Y es que aquel hombre ensotanado, tan tranquilo y confiado, José Benito Cottolengo, tenía la responsabilidad de haber albergado –por motivos de caridad cristiana– en refugios para los más desamparados, todo tipo de mendigos y famélicos, sin un duro para alimentarlos; y no dejaba de recibir más gente cuanto menos tenía. La lógica humana allí no funcionaba y la economía se quebraba en sus más elementales principios. Aquello era distinto, pero eficaz. Cuanto más necesidad había, más famélicos recibía, y menos faltaba. Y, sin embargo, aquel hombre tan multiplicador de recursos no hubiera servido para ministro de hacienda; su negocio era otro ¡por lo que se ve, bien difícil!
Nació en Bra (Piamonte), el 4 de mayo de 1786. Y dicen que ya desde pequeñito le encontraron midiendo una habitación de su casa para calcular las camas para enfermos o pobres que podrían caber en ella. Luego se mostró como fervorosísimo discípulo de santo Tomás de Aquino. Piadoso como el que más. Ordenado sacerdote el 8 de julio de 1811. Doctor en Teología en el 1816. En el 1818, canónigo de la Colegiata del Corpus Domini de Turín. En 1827, comenzó a recoger a todos los abandonados que encuentra sin tener en cuenta ninguna condición. Comenzó en Valdocco, entonces en las afueras de la ciudad, la «Piccola Casa della Divina Providenza», que luego se ha ampliado hasta llegar a ser uno de los más grandes centros sociales del mundo, capaz de albergar a diez mil personas. Y se rodeó de gente a la que preparó para que el carisma no desapareciera.

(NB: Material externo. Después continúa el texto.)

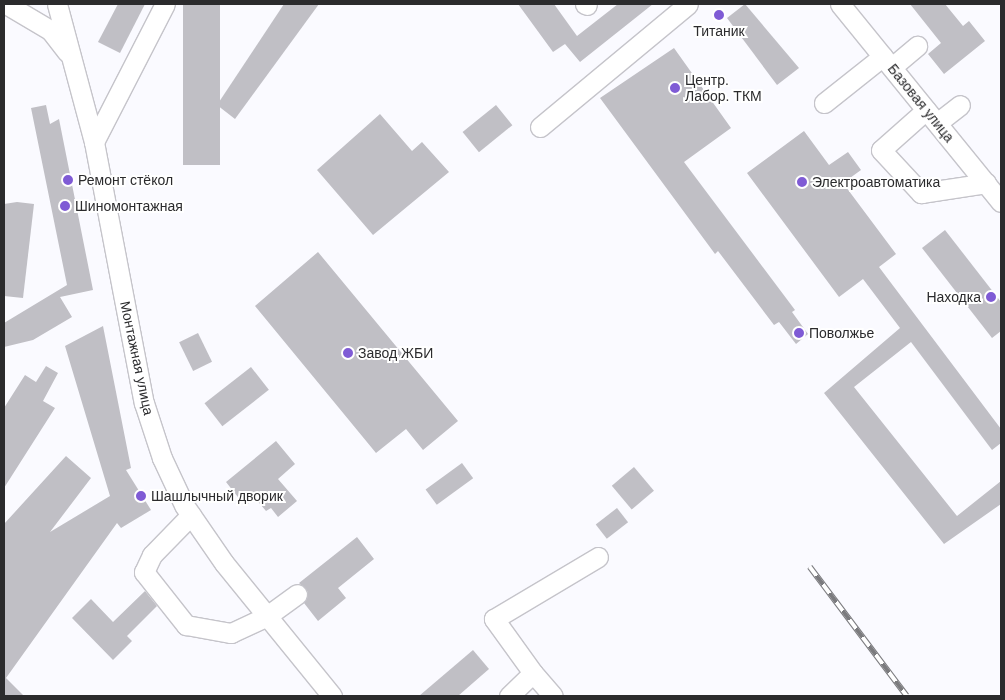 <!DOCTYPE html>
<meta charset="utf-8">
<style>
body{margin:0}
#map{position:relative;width:1005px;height:700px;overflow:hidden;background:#fafaff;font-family:Arial,sans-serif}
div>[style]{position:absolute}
.building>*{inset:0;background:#c0bfc5;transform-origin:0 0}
.roads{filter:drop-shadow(1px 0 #c5c4ca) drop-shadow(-1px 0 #c5c4ca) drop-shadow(0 1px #c5c4ca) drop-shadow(0 -1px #c5c4ca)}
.minor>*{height:19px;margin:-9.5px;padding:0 9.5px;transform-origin:9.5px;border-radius:9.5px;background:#fff}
.rail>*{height:5.5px;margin-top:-2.75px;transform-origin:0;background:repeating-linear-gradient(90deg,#fff 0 11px,#7b7b7e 0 22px);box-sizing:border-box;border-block:1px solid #7b7b7e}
.dots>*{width:14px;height:14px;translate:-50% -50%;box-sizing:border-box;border:2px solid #fff;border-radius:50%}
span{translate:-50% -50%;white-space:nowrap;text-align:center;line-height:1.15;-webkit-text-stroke:4px #fff;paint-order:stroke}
.poi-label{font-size:14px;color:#2b2b2d}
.left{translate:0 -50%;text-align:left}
.right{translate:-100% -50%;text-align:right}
.street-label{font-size:14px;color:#2b2b2d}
.frame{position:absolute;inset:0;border:5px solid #2b2b2d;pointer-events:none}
</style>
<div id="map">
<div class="building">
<i style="clip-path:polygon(118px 4px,145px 4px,120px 53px,98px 42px)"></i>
<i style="left:183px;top:4px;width:37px;height:161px"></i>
<i style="clip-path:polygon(284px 4px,319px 4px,235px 119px,217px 105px)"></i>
<i style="clip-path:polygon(518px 4px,554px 4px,577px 36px,618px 4px,653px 4px,580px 62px,565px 44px,553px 52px)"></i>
<i style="clip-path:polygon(745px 4px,799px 68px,777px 85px,727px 18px)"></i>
<i style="clip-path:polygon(910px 4px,945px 4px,963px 26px,969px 21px,985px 41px,944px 74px,928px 54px,941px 43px)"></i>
<i style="clip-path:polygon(674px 48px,731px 128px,684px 162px,795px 310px,792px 312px,808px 334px,796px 344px,779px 322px,774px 325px,718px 251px,715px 254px,600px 98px)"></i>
<i style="clip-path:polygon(46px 105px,50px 124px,59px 119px,93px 290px,60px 297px,72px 317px,33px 340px,4px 347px,4px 323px,67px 285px,31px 108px)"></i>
<i style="left:496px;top:105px;width:26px;height:43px;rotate:51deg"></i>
<i style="clip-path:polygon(380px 114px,412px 151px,422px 142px,449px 172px,373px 235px,317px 170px)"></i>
<i style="clip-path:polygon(804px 131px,829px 165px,848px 152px,861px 170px,843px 183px,896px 254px,879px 267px,1001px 429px,1001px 443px,992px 450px,911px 342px,854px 387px,957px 516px,1001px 481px,1001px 504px,944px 544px,824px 393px,900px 328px,863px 279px,839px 297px,747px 173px)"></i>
<i style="clip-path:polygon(17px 202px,34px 204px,23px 298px,4px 296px,4px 204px)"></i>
<i style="clip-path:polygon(945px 230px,1001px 302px,1001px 331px,992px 338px,922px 248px)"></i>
<i style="clip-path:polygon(318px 252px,458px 421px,423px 450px,406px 429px,376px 453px,255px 306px)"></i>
<i style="clip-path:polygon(103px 326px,131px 468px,126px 470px,151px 510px,121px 528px,117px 523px,6px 678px,24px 696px,4px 696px,4px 524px,66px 456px,91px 478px,50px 532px,110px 496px,65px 346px)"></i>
<i style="left:198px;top:333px;width:32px;height:21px;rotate:64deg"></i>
<i style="clip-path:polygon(46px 366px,58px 373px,43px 401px,55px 408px,4px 488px,4px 408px,25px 375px,36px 382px)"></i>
<i style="left:251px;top:367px;width:29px;height:59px;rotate:52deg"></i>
<i style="clip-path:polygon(276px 441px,295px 464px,278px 479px,297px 501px,278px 517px,271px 508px,266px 511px,255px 498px,245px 506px,226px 482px)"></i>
<i style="left:462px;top:463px;width:19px;height:45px;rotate:54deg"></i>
<i style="left:634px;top:467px;width:31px;height:29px;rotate:50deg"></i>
<i style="left:617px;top:508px;width:18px;height:27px;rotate:52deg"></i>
<i style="clip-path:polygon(357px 537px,374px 559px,338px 588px,346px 598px,318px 621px,304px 603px,308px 592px,299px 583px)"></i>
<i style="clip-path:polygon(145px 591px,157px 606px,127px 636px,132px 641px,113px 660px,72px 618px,91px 599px,113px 622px)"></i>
<i style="clip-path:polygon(473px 650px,489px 669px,458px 696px,419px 696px)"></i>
</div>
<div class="roads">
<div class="minor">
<i style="left:6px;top:4px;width:51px;rotate:30.6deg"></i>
<i style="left:50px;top:30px;width:28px;rotate:52deg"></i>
<i style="left:57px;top:4px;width:143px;rotate:75deg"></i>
<i style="left:94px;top:142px;width:266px;rotate:79.2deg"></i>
<i style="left:144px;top:403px;width:58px;rotate:71.9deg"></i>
<i style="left:162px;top:458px;width:52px;rotate:64.9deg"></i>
<i style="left:184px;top:505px;width:70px;rotate:55.4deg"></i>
<i style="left:224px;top:563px;width:171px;rotate:50.9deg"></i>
<i style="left:585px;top:4px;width:2px;rotate:27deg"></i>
<i style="left:840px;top:4px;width:255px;rotate:50.9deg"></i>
<i style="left:892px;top:67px;width:33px;rotate:-40deg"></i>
<i style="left:824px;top:103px;width:75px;rotate:-38.5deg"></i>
<i style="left:926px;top:110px;width:60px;rotate:138.4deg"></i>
<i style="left:881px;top:150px;width:59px;rotate:47.1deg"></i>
<i style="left:921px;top:193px;width:66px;rotate:-8.7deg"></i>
<i style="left:937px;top:123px;width:29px;rotate:-38deg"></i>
<i style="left:540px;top:127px;width:192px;rotate:-39.7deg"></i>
<i style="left:94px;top:142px;width:155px;rotate:-62.8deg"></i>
<i style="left:191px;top:515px;width:56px;rotate:134.3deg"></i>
<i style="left:152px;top:555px;width:19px;rotate:115deg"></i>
<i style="left:144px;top:572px;width:68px;rotate:51.6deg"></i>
<i style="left:186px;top:625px;width:46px;rotate:10.1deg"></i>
<i style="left:231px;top:633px;width:40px;rotate:-25deg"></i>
<i style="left:267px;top:616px;width:37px;rotate:-36deg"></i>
<i style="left:533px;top:673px;width:67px;rotate:-125.8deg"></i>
<i style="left:494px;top:619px;width:121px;rotate:-30.8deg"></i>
<i style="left:509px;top:696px;width:33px;rotate:-44deg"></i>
<i style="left:533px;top:673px;width:30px;rotate:49deg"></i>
</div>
</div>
<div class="rail">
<i style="left:810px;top:567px;width:161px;rotate:53.1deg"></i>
</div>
<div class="dots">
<i style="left:719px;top:15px;background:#7f5bd5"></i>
<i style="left:675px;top:88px;background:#7f5bd5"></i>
<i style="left:68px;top:180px;background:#7f5bd5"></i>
<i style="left:802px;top:182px;background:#7f5bd5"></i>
<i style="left:65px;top:206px;background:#7f5bd5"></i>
<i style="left:991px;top:297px;background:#7f5bd5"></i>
<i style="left:799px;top:333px;background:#7f5bd5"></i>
<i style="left:348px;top:353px;background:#7f5bd5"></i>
<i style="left:141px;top:496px;background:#7f5bd5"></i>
</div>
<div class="poi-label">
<span style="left:719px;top:31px">Титаник</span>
<span class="left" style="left:685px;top:88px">Центр.<br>Лабор. ТКМ</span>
<span class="left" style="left:78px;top:180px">Ремонт стёкол</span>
<span class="left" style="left:812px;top:182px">Электроавтоматика</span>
<span class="left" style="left:75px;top:206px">Шиномонтажная</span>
<span class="right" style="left:981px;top:297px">Находка</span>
<span class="left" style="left:809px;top:333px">Поволжье</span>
<span class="left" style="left:358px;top:353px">Завод ЖБИ</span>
<span class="left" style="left:151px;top:496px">Шашлычный дворик</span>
</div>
<div class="street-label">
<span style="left:921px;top:103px;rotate:51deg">Базовая улица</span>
<span style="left:137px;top:358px;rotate:78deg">Монтажная улица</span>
</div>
<div class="frame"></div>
</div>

Se tomó el Evangelio al pie de la letra. La fe engendra una certeza absoluta, indiscutible, superior a cualquier certeza humana. Así lo aprendió del aquinatense. «Creo más en la divina Providencia, que en la existencia de la ciudad de Turín». Pues, como es así, el Evangelio no puede fallar. ¿No dijo el Señor que valemos más que los lirios del campo que Dios viste y que los pájaros del cielo que Dios alimenta? Pues, a los hombres desgraciados más necesitados no los abandonará. Y cuanto más falta, más amplía su obra, con una sencillez que pone los pelos de punta: «A la divina Providencia le da igual mantener a quinientos que a cinco mil». Por esos derroteros iba su cabeza y por fe actuaba contra toda lógica humana. Más de una vez descubrió que, si Dios no le estaba dando los recursos imprescindibles, era porque aún quedaba en ese momento una cama vacía; entonces, la táctica era inapelable: «¡Aceptaremos más pobres!». Por la seca y estricta fe vivió en absoluta despreocupación, y menos sensibilizado por el mañana, porque «si la divina Providencia nos ha de dar, es necesario que la casa esté vacía».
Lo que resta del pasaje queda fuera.